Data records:

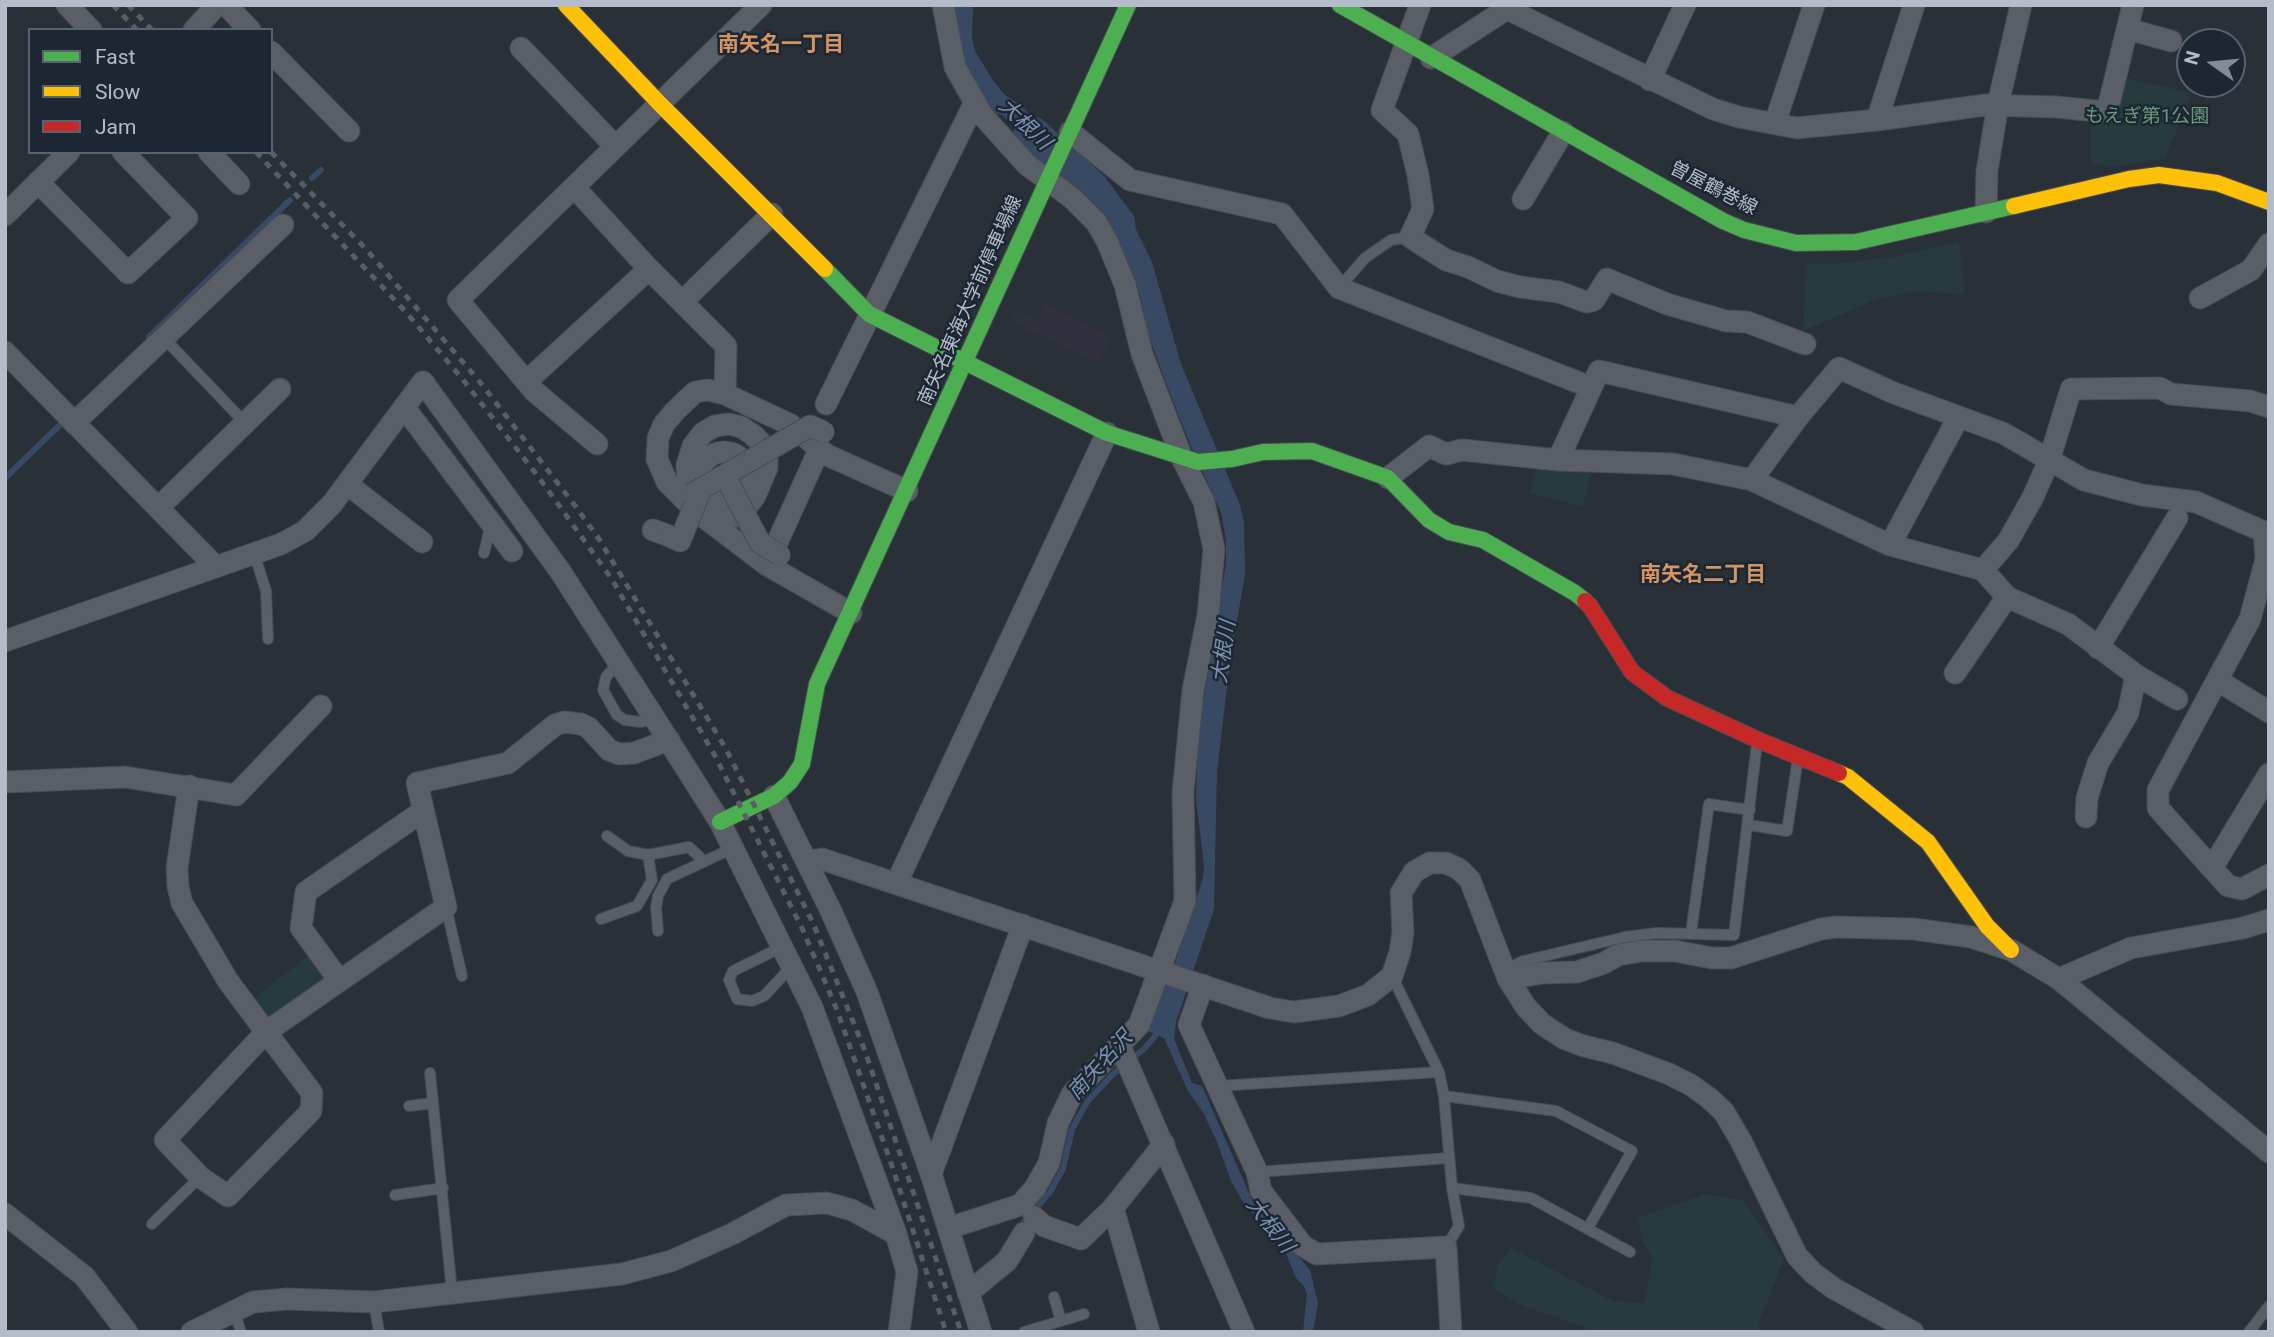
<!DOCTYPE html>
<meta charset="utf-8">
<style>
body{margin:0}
#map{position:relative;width:2274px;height:1337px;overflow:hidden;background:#2a3038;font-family:Roboto,sans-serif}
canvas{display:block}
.frame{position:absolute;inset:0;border:7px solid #b4bcc9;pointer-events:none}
.legend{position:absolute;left:28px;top:28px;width:245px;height:126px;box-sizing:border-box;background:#1d2633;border:2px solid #59626f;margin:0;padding:9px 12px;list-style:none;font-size:21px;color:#b4bcc9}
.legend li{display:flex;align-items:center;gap:14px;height:35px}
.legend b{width:35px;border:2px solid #59626f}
.north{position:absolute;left:2176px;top:28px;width:70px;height:70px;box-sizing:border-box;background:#1d2633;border:2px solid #59626f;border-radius:50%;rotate:285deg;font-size:19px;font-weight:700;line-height:28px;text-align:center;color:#b4bcc9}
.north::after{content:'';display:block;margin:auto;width:24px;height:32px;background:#848b96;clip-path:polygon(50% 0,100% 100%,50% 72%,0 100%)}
</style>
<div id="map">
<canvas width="2274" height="1337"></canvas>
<div class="frame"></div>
<ul class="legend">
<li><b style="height:9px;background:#4caf50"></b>Fast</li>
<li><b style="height:9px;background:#ffc107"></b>Slow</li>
<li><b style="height:9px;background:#c62828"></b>Jam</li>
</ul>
<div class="north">N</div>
</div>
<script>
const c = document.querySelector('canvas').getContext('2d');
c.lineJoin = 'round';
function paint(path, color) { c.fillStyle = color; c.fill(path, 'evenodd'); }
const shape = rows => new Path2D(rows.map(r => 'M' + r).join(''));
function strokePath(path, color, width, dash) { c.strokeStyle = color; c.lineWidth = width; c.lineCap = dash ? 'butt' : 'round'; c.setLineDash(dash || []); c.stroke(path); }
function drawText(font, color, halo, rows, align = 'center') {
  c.font = font + ' Roboto,"Noto Sans JP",sans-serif'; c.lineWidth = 5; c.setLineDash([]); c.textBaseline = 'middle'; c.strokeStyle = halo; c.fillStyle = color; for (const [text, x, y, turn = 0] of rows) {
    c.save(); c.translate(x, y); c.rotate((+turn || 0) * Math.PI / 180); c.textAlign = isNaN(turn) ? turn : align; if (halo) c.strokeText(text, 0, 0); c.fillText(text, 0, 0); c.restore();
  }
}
paint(shape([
 [1045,304,1112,337,1099,364,1011,322,1017,310,1038,320]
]), '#31303e');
paint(shape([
 [2124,78,2192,93,2165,158,2113,167,2090,163,2091,117],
 [1959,242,1965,295,1919,291,1879,298,1803,331,1807,264,1844,263,1897,256],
 [1537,464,1594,467,1582,506,1530,493],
 [311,954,325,974,323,983,273,1019,263,1017,251,1000],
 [1705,1194,1743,1200,1784,1259,1759,1323,1760,1332,1585,1332,1585,1327,1523,1306,1494,1289,1497,1265,1511,1248,1613,1301,1644,1303,1653,1259,1642,1240,1638,1218]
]), '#273a3e');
paint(shape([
 [951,5,973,5,972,37,975,51,994,82,1005,95,1021,105,1036,122,1103,179,1126,209,1152,262,1181,364,1240,505,1244,523,1245,575,1230,661,1217,772,1214,909,1176,1022,1174,1039,1192,1083,1202,1086,1253,1202,1310,1270,1318,1303,1313,1332,1303,1332,1307,1294,1304,1286,1296,1278,1285,1251,1243,1202,1231,1181,1217,1142,1203,1112,1188,1091,1164,1038,1148,1031,1175,963,1203,878,1204,865,1196,800,1197,764,1201,714,1226,563,1226,540,1221,512,1188,439,1163,375,1147,331,1140,296,1128,262,1112,229,1100,210,1087,196,1089,191,1083,174,1032,143,1002,115,992,113,975,87,962,55]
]), '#384963');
paint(shape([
 [1045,125,1087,159,1079,176,1051,155,1034,148]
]), '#2a3038');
strokePath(shape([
 [312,178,321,170],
 [149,337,290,200],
 [5,478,67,418],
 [1019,1228,1050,1192,1063,1169,1072,1129,1087,1102,1113,1074,1144,1049,1162,1028]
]), '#384963', 6);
strokePath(shape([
 [1032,135,1090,188,1117,224]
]), '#384963', 37);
const lane = shape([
 [1339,288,1365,258,1391,240,1410,237],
 [164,338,245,423],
 [254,553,266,591,268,639],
 [484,553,491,523],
 [618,663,606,677,603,690,617,715,625,720,641,722,655,719],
 [1749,825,1787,831,1798,758],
 [607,836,628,851,648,855,689,847,704,861],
 [446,907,462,976],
 [601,919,637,906,652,880,648,855],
 [658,931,656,908,658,896,667,879,733,848],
 [1691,933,1709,804,1750,810],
 [782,947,733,971,729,980,737,999,752,1001,764,996,792,966],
 [1505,970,1523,961,1625,937,1657,933,1734,935,1757,743],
 [1392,976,1439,1072,1444,1096,1452,1188,1459,1226,1446,1247],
 [430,1073,452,1292],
 [1218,1086,1439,1072],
 [1444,1096,1556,1111,1632,1151,1588,1228],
 [409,1106,433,1103],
 [1257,1172,1449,1158],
 [1452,1188,1531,1198,1630,1252],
 [395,1195,443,1188],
 [152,1224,200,1177],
 [1054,1297,1061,1321],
 [374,1302,379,1332],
 [234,1311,241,1332],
 [1024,1332,1084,1314],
 [2249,1332,2269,1306]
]);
const street = shape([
 [67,5,91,30],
 [226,5,250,30],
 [943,5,955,67,982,115,1027,165,1072,198,1096,222,1107,241,1125,285,1142,354,1182,458,1204,502,1214,549,1208,615,1193,690,1183,792,1185,901,1139,1025,1072,1094,1058,1123,1049,1163,1035,1188,1020,1205,949,1228],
 [1420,5,1382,110,1408,134,1418,175,1423,209,1410,237,1446,260,1468,267,1497,281,1520,287,1559,292,1586,302,1594,300,1607,279,1667,304,1726,321,1747,322,1805,344],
 [1507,9,1713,109,1739,117,1797,128,1877,120,1985,105,2056,107,2107,112,2133,5],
 [2128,29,2171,41],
 [194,30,217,5],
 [521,48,615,146],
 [271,52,349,131],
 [1431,58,1513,5],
 [1650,80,1685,5],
 [1877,120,1914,5],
 [1775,123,1814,5],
 [1070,132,1130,180,1282,214,1339,288,1590,387],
 [209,152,239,184],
 [38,182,128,273,187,218,123,152],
 [575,188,649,269,726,346,725,394],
 [1523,199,1563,132],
 [1986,212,1987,171,1998,104,2021,5],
 [5,215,69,152],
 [2200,298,2251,270,2269,244],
 [682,302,772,214],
 [5,352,216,567],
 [527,381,649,269],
 [826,404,975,102],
 [404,407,512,551],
 [74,423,283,225],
 [597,444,534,391,458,300,761,5],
 '699 477a25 25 0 1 1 50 0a25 25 0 1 1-50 0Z',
 [1558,460,1599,371,1798,417],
 [1388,478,1429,446,1446,454,1462,450,1558,460,1673,464,1752,480,1890,545,1983,570,2007,597,2068,624,2136,675,2128,713,2098,763,2087,798,2086,817],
 [1752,480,1798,417,1839,368,1894,393,2003,433,2084,480,2142,495,2196,502,2269,534],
 [347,484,422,542],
 [694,507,688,494,687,465,693,446,703,433,715,426,729,424,741,427,752,434,760,442,767,455,767,468,755,496,746,508,734,517,720,521,708,520],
 [158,508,280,389],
 [653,530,667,535],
 [2264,532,2266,559,2250,619,2158,790,2158,808,2228,886,2242,889,2269,875],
 [1890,545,1958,418],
 [767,565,819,450],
 [1983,570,2008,541,2032,499,2049,461,2071,389,2160,388,2171,394,2250,401,2269,407],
 [851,613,767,565,697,512,667,482,657,459,658,438,664,424,675,411,695,392,708,390,725,394,791,425,827,455,907,491],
 [5,641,281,544,305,531,332,504,423,382,560,571,655,719,720,822,782,947,812,1007,896,1234,907,1272,899,1332],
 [2098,648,2177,518],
 [1955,673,2007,597],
 [2136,675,2177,699],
 [2217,680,2269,712],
 [5,782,125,777,236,795,321,706],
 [189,786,177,868,178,887,182,903,228,981,266,1032,312,1093,311,1111,228,1196,200,1177,165,1140,266,1032,446,907,417,783,508,763,555,725,564,722,581,724,589,728,609,750,619,754,634,753,669,740],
 [774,796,831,911,867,992,931,1174,981,1332],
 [807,862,822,859,1270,1008,1294,1012,1339,1006,1368,995,1392,976,1400,952,1403,932,1401,893,1414,872,1430,863,1446,863,1459,869,1470,880,1508,979,1526,1007,1542,1024,1565,1039,1584,1046,1613,1053,1669,1074,1691,1085,1709,1098,1724,1112,1741,1141,1797,1256,1813,1273,1833,1288,1913,1332],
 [2212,868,2269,774],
 [897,882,1107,433],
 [1508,979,1542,973,1577,972,1604,963,1618,955,1642,951,1675,951,1712,958,1731,958,1821,929,1836,927,1914,929,1971,937,2011,950,2059,979,2269,1152],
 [2059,979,2131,948,2243,928,2269,920],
 [339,980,301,928,306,892,423,811],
 [1203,985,1189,1025,1257,1172,1261,1191,1303,1246,1317,1254,1446,1247,1451,1332],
 [1120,1046,1244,1332],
 [931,1174,1023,925],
 [1113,1208,1149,1332],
 [5,1214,84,1276,127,1332],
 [1034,1217,1044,1226,1081,1239,1113,1208,1164,1144],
 [968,1293,1007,1261,1024,1233],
 [192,1332,253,1302,287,1299,374,1302,622,1274,671,1261,732,1234,786,1205,827,1203,852,1210,896,1234]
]);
const fast = shape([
 [1340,5,1723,221,1744,230,1796,243,1856,242,2014,206],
 [825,269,869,314,1107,433,1198,462,1232,459,1263,452,1312,451,1388,478,1429,520,1449,532,1483,540,1575,593,1585,601],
 [720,822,774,796,790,782,802,764,817,684,1128,5]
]);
const slow = shape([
 [566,5,660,104,825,269],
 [2014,206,2129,179,2159,175,2217,183,2269,202],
 [1839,773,1848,777,1928,842,1987,926,2011,950]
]);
const jam = shape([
 [1585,601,1590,606,1632,672,1667,698,1758,740,1839,773]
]);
strokePath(lane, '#484c53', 12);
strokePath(street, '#484c53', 23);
strokePath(fast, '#484c53', 18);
strokePath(slow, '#484c53', 18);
strokePath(jam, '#484c53', 18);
strokePath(lane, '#5a5e66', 10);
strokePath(street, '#5a5e66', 21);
strokePath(fast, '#4caf50', 16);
strokePath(slow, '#ffc107', 16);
strokePath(jam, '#c62828', 16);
strokePath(shape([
 [113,5,137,30],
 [128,5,152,30],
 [256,152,405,311,464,381,540,479,611,578,714,754,802,928,837,1010,892,1166,946,1332],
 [271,152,365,248,480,382,573,503,599,539,726,749,813,923,865,1051,961,1332]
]), '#595d64', 5, [7, 7]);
const streetBridge = shape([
 [725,476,760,543,780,555],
 [692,494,810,426,824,432],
 [667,535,680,541,701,489]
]);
strokePath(streetBridge, '#484c53', 23, []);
strokePath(streetBridge, '#5a5e66', 21);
drawText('19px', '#6b9a76', '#1d2633', [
 ["もえぎ第1公園",2147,117]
]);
drawText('19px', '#b4bcc9', '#1d2633', [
 ["曽屋鶴巻線",1713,189,27],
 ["南矢名東海大学前停車場線",971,301,-66]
]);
drawText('bold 21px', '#d59563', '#1d2633', [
 ["南矢名一丁目",781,46],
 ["南矢名二丁目",1703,576]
]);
drawText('italic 21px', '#7c92b1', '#1d2633', [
 ["大根川",1024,125,44],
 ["大根川",1225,652,-82],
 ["南矢名沢",1101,1066,-48],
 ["大根川",1269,1226,52]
]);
</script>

→ Work required
All lines in the records above with "rows" need to be found and copied.

→ Reply to the task
const shape = rows => new Path2D(rows.map(r => 'M' + r).join(''));
function drawText(font, color, halo, rows, align = 'center') {
  c.font = font + ' Roboto,"Noto Sans JP",sans-serif'; c.lineWidth = 5; c.setLineDash([]); c.textBaseline = 'middle'; c.strokeStyle = halo; c.fillStyle = color; for (const [text, x, y, turn = 0] of rows) {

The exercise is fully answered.